> [MATERIAL FOR THIS EXERCISE]:
↓↓↓

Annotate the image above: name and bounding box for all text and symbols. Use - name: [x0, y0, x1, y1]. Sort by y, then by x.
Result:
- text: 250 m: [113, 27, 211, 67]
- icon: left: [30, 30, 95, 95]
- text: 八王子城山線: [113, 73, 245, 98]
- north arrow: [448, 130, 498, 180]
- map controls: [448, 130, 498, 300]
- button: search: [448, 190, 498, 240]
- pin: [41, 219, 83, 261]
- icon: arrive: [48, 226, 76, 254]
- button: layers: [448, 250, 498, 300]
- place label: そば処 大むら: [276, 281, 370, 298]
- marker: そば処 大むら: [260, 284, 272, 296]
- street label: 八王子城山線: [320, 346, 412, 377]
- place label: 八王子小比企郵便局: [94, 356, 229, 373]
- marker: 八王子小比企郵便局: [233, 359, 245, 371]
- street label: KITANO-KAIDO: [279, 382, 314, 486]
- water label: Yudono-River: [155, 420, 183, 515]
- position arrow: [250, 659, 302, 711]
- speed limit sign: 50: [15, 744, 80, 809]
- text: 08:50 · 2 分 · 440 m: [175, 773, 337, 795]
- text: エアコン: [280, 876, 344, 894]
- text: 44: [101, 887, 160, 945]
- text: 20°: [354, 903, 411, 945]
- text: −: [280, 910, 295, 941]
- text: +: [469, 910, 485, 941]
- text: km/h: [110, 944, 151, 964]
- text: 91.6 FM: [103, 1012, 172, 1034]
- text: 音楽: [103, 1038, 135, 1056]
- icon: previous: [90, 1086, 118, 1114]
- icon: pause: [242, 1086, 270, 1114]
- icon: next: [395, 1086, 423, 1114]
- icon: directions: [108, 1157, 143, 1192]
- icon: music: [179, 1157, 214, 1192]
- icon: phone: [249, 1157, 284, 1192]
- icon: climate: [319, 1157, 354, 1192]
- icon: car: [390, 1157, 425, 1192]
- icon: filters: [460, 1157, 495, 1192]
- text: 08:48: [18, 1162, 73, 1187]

↑↑↑
↓↓↓

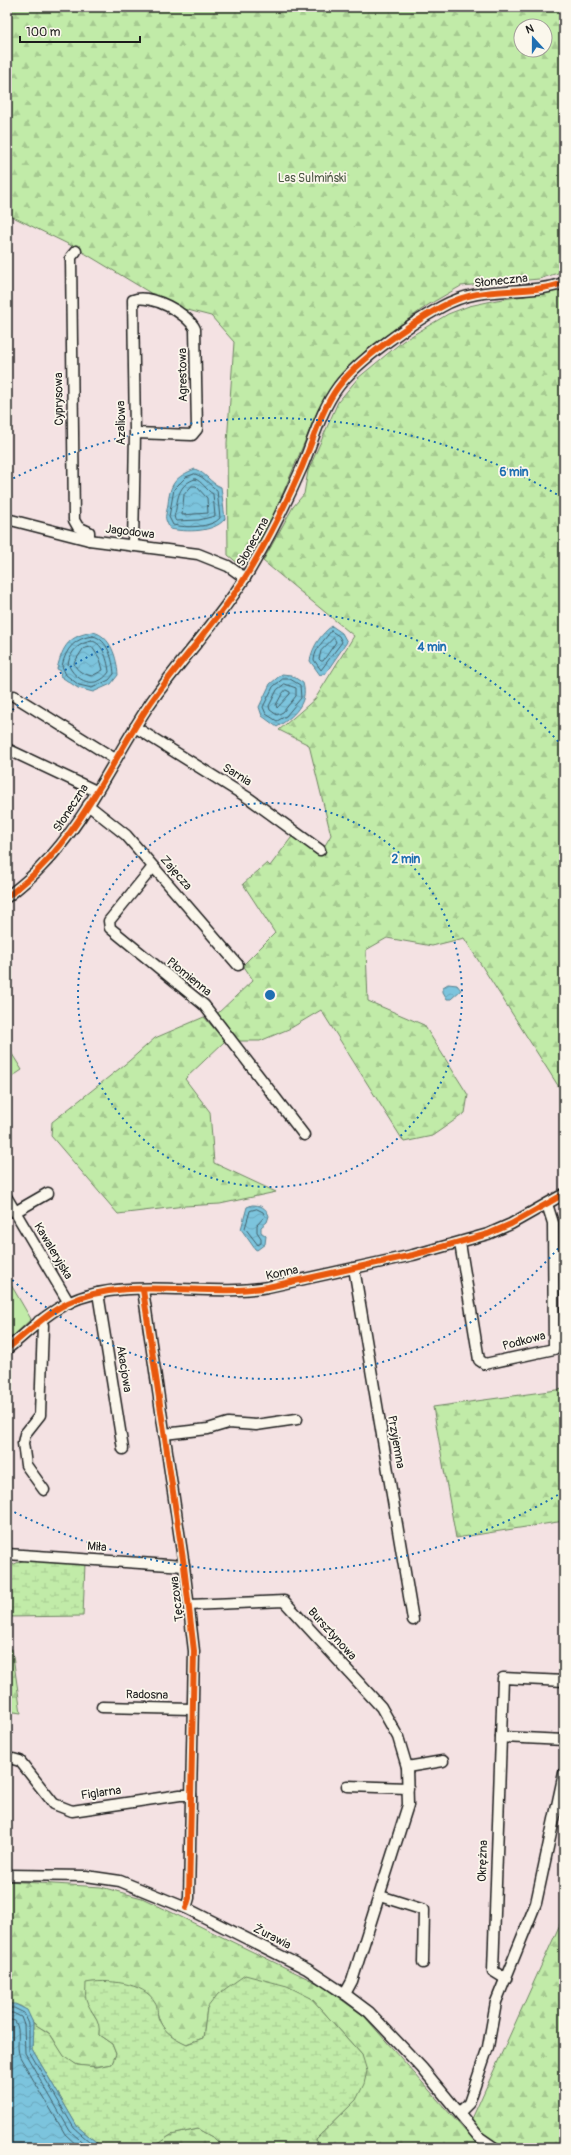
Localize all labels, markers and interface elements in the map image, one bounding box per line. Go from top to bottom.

↑↑↑
↓↓↓

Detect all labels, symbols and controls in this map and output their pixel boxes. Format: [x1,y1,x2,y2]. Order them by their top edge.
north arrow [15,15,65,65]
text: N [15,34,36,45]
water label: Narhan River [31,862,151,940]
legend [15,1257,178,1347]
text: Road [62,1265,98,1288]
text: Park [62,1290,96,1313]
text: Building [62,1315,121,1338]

↑↑↑

> [EXERCISE]: List each line in the listing that contains the string "bounding".

> [WRITTEN RESPONSE]:
Annotate the image above: name and bounding box for all text and symbols. Use - name: [x0, y0, x1, y1]. Sort by y, then by x.
Localize all labels, markers and interface elements in the map image, one bounding box per line. Go from top to bottom.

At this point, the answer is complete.